A new report on arts funding in England has produced a massive response in the press. There have been articles in all the broadsheets and speedily constructed radio panel debates on the “news” that £69, of government spending in the arts, is spent per head of population in London in comparison with a measly £4.60 per head being spent in the rest of the country. Shocking figures indeed but perhaps for anyone who has studied or worked in the arts and cultural policy sector the real surprise is that there is any surprise in this, either for the press reporting or the respondents commenting. This inequality has been a feature of UK cultural policy since the formation of the Arts Council after the Second World War. The figures are freely available, and despite changing political agendas over many years and varying rates of investment, both up and down, the picture has remained essentially the same.

The reason the report has been launched now and the fact that it is garnering such interest is significant however. DCMS are currently implementing the second wave of its savage cuts on the Arts Council, which saw a 30% reduction in government investment in 2010 with a further 5% cut being implemented as I write. The campaigns to influence how these cuts are implemented are underway, with calls from some to safeguard our national arts institutions; others call for a radical re-evaluation of how the money is distributed. This report is part of this lobbying process.

It recommends that whilst direct government investment in the arts should remain the same, with the majority being invested in London, lottery money, whose remit has always been to support new and additional activity, should be redistributed to address the national imbalance, with a remit to fund per head of population. Whilst I would argue that this does not go far enough in redistributing the inequalities in arts funding many on-line respondents have been quick to accuse the report of being divisive, at a time when they argue that the cultural sector needs to unite against the cuts.

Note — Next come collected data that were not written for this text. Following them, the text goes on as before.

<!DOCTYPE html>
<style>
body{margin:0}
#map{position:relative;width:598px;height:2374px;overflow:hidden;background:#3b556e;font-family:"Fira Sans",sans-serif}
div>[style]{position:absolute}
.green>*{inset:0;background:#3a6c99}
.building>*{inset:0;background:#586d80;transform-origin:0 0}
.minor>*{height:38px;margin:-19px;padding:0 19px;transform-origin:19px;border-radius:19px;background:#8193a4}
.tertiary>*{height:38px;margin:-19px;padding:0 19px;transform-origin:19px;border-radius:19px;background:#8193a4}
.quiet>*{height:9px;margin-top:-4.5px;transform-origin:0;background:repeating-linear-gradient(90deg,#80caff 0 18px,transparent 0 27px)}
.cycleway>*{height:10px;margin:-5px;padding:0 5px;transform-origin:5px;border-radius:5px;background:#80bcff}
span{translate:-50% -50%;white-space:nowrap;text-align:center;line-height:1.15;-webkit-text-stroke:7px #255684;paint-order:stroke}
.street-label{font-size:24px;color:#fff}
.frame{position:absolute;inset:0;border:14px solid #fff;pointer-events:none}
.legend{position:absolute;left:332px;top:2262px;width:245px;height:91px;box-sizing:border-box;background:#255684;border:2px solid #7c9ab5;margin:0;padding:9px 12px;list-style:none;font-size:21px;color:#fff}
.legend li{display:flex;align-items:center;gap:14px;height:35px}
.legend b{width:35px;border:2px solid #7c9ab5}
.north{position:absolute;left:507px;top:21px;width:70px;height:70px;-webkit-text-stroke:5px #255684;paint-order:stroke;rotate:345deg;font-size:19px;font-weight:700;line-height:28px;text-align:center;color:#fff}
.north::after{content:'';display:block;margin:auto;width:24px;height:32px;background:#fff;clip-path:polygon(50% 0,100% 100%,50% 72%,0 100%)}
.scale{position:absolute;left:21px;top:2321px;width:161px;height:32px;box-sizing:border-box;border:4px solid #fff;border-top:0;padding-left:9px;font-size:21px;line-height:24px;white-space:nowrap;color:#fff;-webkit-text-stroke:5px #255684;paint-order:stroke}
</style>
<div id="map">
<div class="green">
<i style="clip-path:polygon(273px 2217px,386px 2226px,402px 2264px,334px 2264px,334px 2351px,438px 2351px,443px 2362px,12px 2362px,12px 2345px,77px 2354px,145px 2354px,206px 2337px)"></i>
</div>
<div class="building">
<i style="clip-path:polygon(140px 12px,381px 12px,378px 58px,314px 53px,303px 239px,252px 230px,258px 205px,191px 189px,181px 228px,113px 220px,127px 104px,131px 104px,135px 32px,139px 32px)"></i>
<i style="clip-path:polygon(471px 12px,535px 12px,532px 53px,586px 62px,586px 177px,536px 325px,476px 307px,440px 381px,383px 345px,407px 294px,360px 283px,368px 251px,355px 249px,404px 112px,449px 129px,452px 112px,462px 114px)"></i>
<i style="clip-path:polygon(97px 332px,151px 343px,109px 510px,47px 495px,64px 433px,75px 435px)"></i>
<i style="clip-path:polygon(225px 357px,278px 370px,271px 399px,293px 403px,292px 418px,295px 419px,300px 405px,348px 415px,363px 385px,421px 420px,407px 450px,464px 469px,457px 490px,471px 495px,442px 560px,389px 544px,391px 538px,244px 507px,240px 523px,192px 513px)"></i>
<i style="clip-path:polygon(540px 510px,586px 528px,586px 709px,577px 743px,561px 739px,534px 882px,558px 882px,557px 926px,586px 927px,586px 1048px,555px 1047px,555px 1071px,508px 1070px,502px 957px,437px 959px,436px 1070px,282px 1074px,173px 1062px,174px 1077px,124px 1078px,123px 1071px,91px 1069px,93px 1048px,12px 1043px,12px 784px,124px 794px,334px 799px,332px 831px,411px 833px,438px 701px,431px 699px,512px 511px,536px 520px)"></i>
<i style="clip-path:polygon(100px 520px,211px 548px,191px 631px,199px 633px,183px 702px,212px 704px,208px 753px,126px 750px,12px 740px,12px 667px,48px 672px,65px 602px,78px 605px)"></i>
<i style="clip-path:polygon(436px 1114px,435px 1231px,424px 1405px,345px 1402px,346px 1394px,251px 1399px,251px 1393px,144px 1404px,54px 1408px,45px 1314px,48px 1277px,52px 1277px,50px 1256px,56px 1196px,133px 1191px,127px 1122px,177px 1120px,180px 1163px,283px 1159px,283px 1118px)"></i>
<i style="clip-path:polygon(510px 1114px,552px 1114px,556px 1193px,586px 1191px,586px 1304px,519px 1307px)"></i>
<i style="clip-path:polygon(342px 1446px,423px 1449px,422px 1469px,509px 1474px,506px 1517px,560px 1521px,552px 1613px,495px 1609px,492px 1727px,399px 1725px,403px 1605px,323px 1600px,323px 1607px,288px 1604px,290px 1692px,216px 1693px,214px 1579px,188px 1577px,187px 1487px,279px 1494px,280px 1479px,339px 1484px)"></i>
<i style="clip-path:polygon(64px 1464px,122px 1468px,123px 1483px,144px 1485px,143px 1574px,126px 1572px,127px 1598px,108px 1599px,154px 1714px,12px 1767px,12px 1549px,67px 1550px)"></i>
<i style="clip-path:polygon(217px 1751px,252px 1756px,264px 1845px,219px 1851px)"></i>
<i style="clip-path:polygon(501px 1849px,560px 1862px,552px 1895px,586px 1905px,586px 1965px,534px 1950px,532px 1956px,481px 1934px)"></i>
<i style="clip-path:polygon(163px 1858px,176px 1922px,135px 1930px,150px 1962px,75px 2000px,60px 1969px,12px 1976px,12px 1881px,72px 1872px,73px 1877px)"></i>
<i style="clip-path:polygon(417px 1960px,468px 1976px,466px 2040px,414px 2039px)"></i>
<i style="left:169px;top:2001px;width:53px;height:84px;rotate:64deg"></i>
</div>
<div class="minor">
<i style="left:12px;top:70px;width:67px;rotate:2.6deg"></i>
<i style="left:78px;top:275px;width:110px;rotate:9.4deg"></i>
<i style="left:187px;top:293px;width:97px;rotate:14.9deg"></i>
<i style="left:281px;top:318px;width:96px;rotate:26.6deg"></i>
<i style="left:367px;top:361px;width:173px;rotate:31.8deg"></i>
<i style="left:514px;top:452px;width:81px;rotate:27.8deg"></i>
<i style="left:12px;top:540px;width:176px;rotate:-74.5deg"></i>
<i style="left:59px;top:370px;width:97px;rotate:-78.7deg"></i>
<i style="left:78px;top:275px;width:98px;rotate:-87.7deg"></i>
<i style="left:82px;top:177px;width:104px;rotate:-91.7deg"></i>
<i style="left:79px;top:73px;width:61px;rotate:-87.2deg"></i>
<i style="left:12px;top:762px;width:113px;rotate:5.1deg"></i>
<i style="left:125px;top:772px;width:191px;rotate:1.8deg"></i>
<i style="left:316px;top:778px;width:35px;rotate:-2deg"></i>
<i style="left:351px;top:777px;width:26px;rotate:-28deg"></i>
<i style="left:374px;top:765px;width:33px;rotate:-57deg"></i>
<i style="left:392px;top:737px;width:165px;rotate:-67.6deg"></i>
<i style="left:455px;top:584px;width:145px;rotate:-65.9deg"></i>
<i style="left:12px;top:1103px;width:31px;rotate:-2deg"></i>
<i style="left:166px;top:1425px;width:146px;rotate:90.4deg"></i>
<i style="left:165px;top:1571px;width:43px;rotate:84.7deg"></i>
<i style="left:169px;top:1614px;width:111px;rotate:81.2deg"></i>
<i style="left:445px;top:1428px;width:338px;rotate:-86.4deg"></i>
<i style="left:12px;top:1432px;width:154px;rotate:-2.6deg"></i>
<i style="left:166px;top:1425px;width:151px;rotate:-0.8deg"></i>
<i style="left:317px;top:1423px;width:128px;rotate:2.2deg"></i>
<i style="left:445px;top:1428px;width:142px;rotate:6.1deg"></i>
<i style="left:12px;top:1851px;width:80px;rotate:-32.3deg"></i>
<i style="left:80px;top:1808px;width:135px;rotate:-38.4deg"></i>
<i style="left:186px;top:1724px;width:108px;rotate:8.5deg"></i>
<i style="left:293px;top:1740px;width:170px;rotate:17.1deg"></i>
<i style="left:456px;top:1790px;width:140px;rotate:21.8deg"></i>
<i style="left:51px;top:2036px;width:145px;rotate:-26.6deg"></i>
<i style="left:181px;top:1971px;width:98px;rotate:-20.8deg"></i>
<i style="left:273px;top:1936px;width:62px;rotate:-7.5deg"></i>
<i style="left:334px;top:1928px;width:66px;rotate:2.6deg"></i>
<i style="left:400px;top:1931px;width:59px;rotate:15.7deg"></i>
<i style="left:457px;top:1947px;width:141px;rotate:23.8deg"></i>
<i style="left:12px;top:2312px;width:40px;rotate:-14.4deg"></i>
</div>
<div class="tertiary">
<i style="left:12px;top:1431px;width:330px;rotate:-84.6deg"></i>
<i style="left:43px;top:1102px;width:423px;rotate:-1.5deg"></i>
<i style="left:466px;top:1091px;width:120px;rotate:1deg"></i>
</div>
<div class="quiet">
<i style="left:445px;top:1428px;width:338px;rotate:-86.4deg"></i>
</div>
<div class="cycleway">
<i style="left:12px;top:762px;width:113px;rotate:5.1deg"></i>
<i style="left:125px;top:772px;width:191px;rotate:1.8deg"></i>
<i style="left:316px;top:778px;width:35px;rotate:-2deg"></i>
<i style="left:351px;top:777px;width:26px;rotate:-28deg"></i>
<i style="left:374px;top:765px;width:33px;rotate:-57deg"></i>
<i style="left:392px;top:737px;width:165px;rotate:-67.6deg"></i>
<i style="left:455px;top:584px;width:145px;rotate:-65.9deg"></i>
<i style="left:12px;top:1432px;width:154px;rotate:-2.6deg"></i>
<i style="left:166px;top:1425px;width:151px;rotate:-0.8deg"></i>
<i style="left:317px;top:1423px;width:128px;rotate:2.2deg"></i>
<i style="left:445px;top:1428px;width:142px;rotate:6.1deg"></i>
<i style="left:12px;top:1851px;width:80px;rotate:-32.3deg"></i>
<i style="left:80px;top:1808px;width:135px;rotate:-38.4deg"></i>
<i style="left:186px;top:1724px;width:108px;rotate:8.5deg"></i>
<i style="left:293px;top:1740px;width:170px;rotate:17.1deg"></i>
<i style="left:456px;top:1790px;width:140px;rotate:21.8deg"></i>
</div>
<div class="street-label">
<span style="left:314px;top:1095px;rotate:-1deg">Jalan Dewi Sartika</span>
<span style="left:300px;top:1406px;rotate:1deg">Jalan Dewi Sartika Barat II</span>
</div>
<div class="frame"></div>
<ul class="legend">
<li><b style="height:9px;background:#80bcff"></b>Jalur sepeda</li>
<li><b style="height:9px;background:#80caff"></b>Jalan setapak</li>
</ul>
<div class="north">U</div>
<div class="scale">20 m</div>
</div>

But in reality the sector is no more united than our society is large, and the rhetoric of “we’re all in it together” is as dishonest for the arts as it is for the broader economy. In a recent blog I was asked to write for Arts Professional I wrote that despite the enormous cuts in the arts under the coalition government “some of the creative industries have been doing well with tax breaks under the coalition and if we look at the 30% reduction in funding the Arts Council received in 2010, only 15% was passed onto the regularly funded organisations. The remainder was taken from the Lottery and despite claims that the lottery pot was getting larger, this fact along with the proliferation of strategic initiatives coming out of the Arts Council, has seen devastating reductions in the success rates from Grants for the Arts for new project and individual artists. Despite the first ever open application process for regularly funded organisations not one national arts institution lost its funding, whilst many smaller regional and touring companies did. Participatory arts organisations are also generally accepted to have suffered the most in the funding cuts, from the Arts Council and Local Authorities, despite being the area most likely to engage the unengaged. So any intelligent discussion has to not just ask the public to value culture, but to ask what culture we should value. Rather than such discourse being seen as divisive to the arts sector, we need to realise that the calls to be united serve the interests of those who already have a voice, far more than those who have not.”

The arts council response to this week’s report challenges some of the figures, but more significantly argues that whilst funding may be made to London organisations, the benefits are felt more widely, with work touring to the regions. A spokesperson for DCMS is quoted as justifying the imbalance on the grounds that London “"is also a magnet for overseas visitors, many of whom visit the capital because of its outstanding cultural offer, boosting the national economy and helping growth."

So the question really is what is arts funding is for? If it is for London to be the producer of art, and sent it out to us to gratefully receive in the regions, the Arts council may have a point. If there is anyone still left who believes economic trickle down works then perhaps DCMS also have a point. But for most people who live and work in the regions I think we would expect a real distribution of funding that sees work being both produced by as well as consumed by a much broader range of people than those who are currently engaged. At Leeds Metropolitan University I run a knowledge exchange network on participation and engagement in the arts, to debate some of these issues. Our next meeting on 12th February 2014 will be a public event for the residents of Leeds to consider where they would like arts funding being invested.